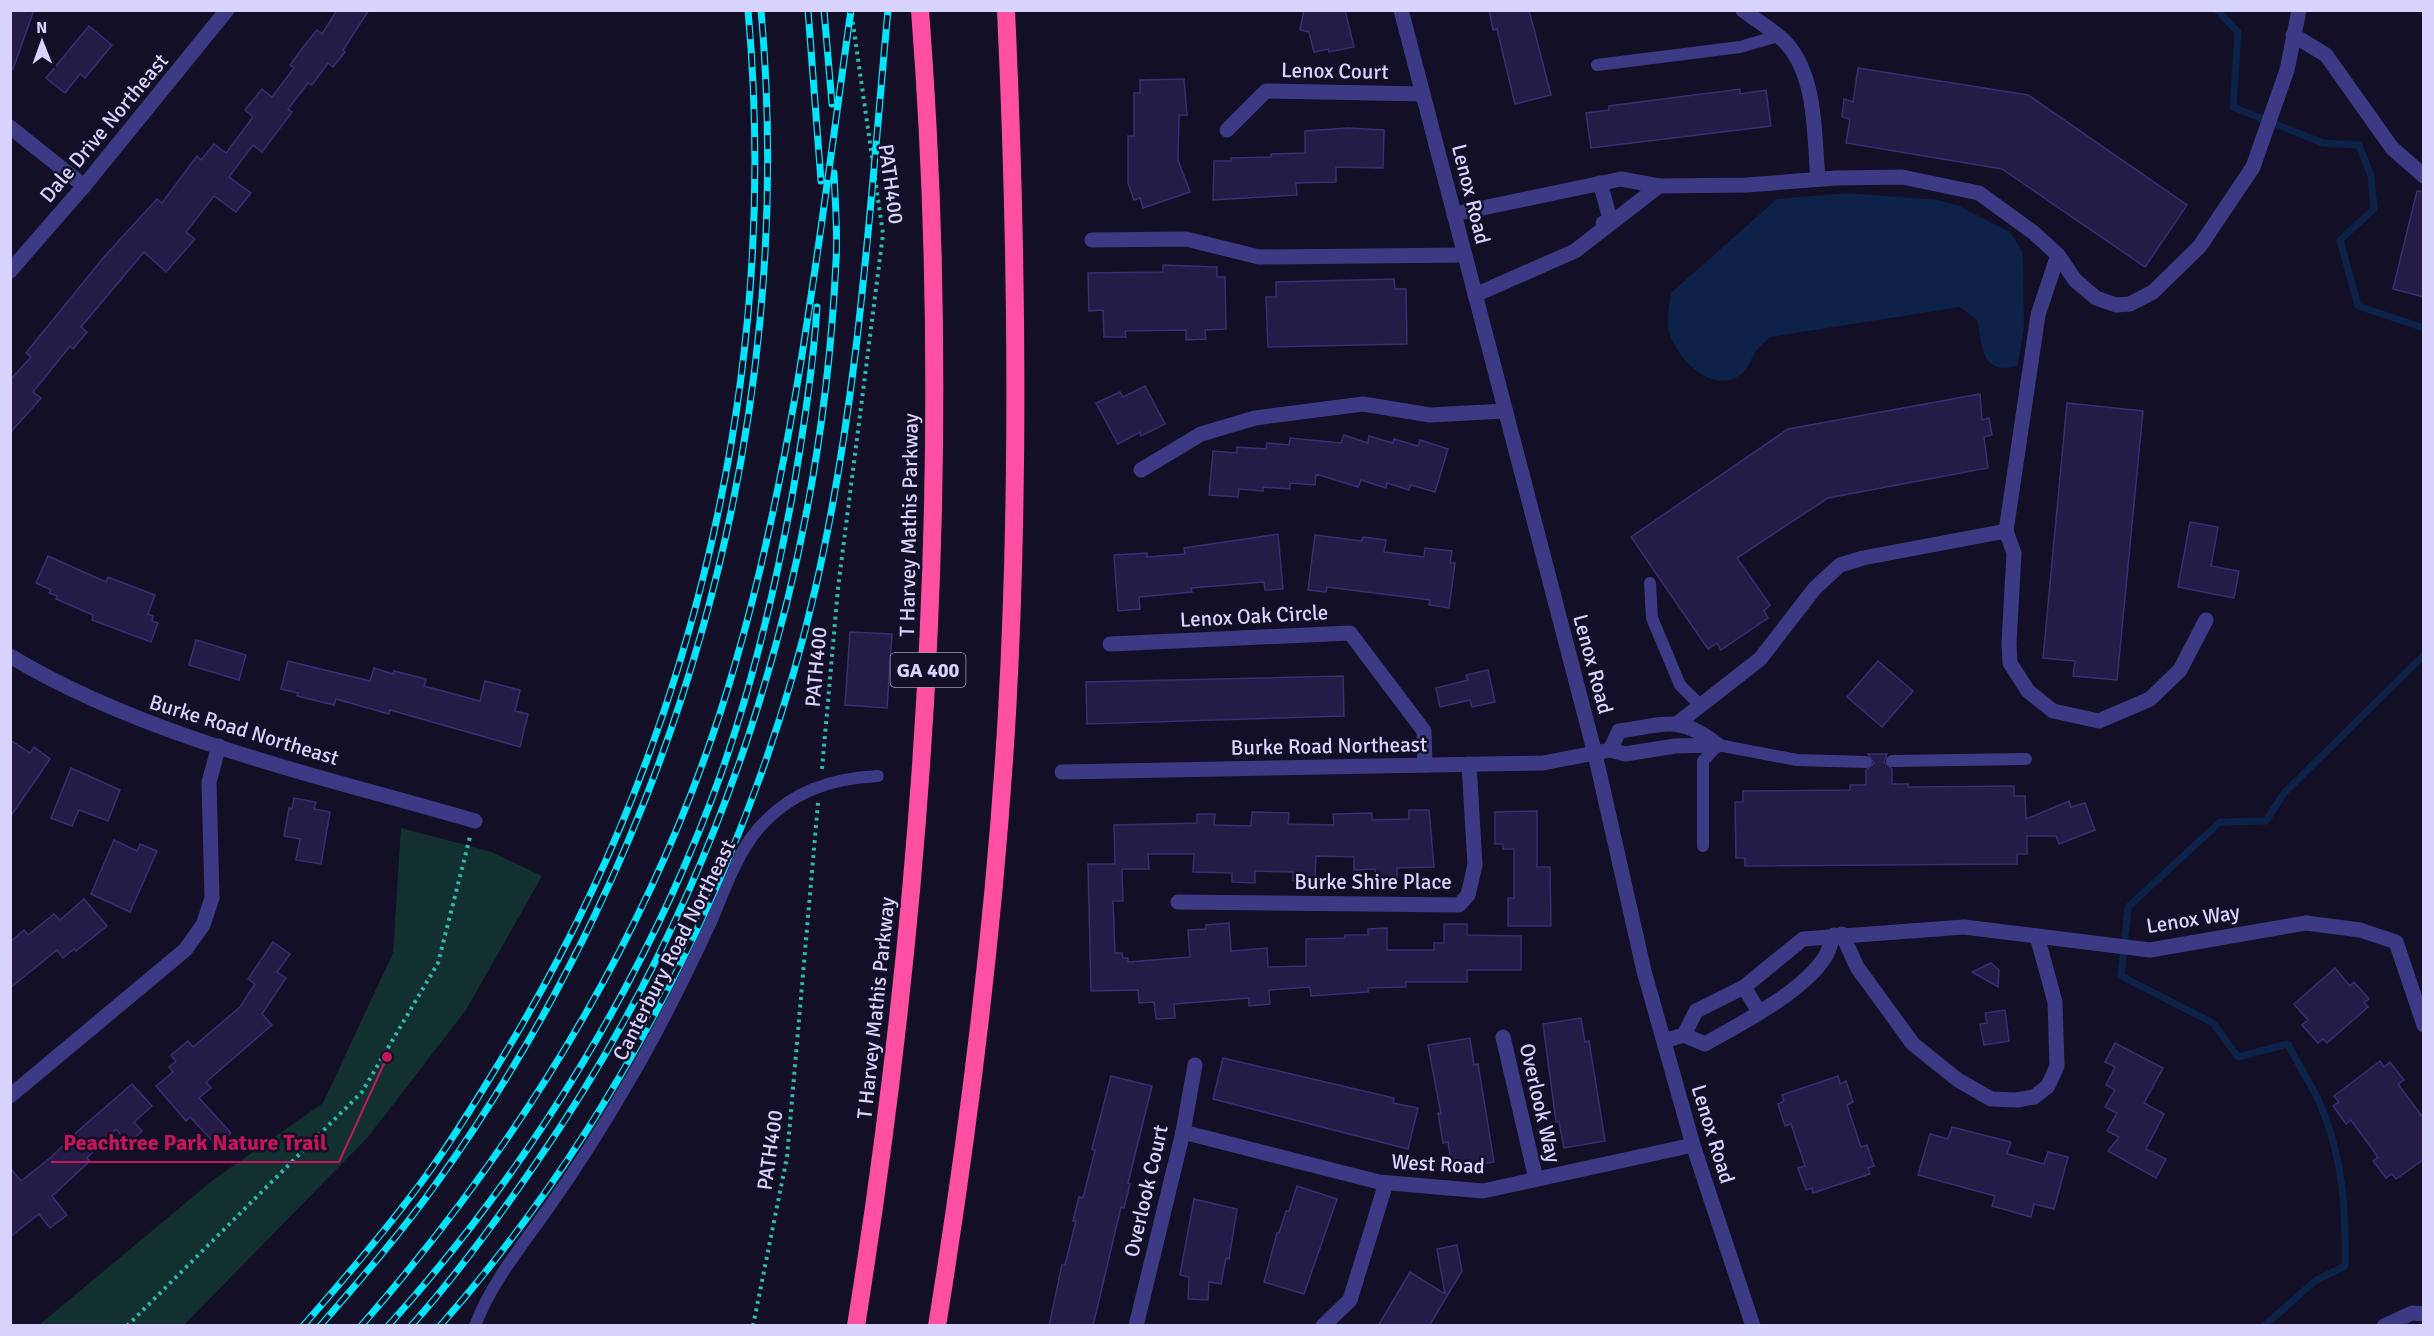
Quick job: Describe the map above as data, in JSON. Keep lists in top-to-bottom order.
{
  "streets": {
    "highway": ["T Harvey Mathis Parkway", "GA 400"],
    "street": [
      "Lenox Court",
      "Dale Drive Northeast",
      "Lenox Road",
      "Lenox Oak Circle",
      "Burke Road Northeast",
      "Burke Shire Place",
      "Lenox Way",
      "Overlook Way",
      "West Road",
      "Overlook Court"
    ],
    "lane": ["Canterbury Road Northeast"],
    "path": ["PATH400"]
  },
  "crossings": [
    ["Lenox Court", "Lenox Road"],
    ["PATH400", "Canterbury Road Northeast"],
    ["Lenox Road", "Burke Road Northeast"],
    ["Lenox Road", "West Road"],
    ["Lenox Oak Circle", "Burke Road Northeast"],
    ["Burke Road Northeast", "Burke Shire Place"],
    ["Overlook Way", "West Road"],
    ["West Road", "Overlook Court"]
  ],
  "places": ["Peachtree Park Nature Trail"],
  "north": "top"
}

━━━━━━━━

[Action item]:
Produce the material above again in full, with identical lines and no pictures.

[Solution to the exercise]:
Quick job: Describe the map above as data, in JSON. Keep lists in top-to-bottom order.
{
  "streets": {
    "highway": ["T Harvey Mathis Parkway", "GA 400"],
    "street": [
      "Lenox Court",
      "Dale Drive Northeast",
      "Lenox Road",
      "Lenox Oak Circle",
      "Burke Road Northeast",
      "Burke Shire Place",
      "Lenox Way",
      "Overlook Way",
      "West Road",
      "Overlook Court"
    ],
    "lane": ["Canterbury Road Northeast"],
    "path": ["PATH400"]
  },
  "crossings": [
    ["Lenox Court", "Lenox Road"],
    ["PATH400", "Canterbury Road Northeast"],
    ["Lenox Road", "Burke Road Northeast"],
    ["Lenox Road", "West Road"],
    ["Lenox Oak Circle", "Burke Road Northeast"],
    ["Burke Road Northeast", "Burke Shire Place"],
    ["Overlook Way", "West Road"],
    ["West Road", "Overlook Court"]
  ],
  "places": ["Peachtree Park Nature Trail"],
  "north": "top"
}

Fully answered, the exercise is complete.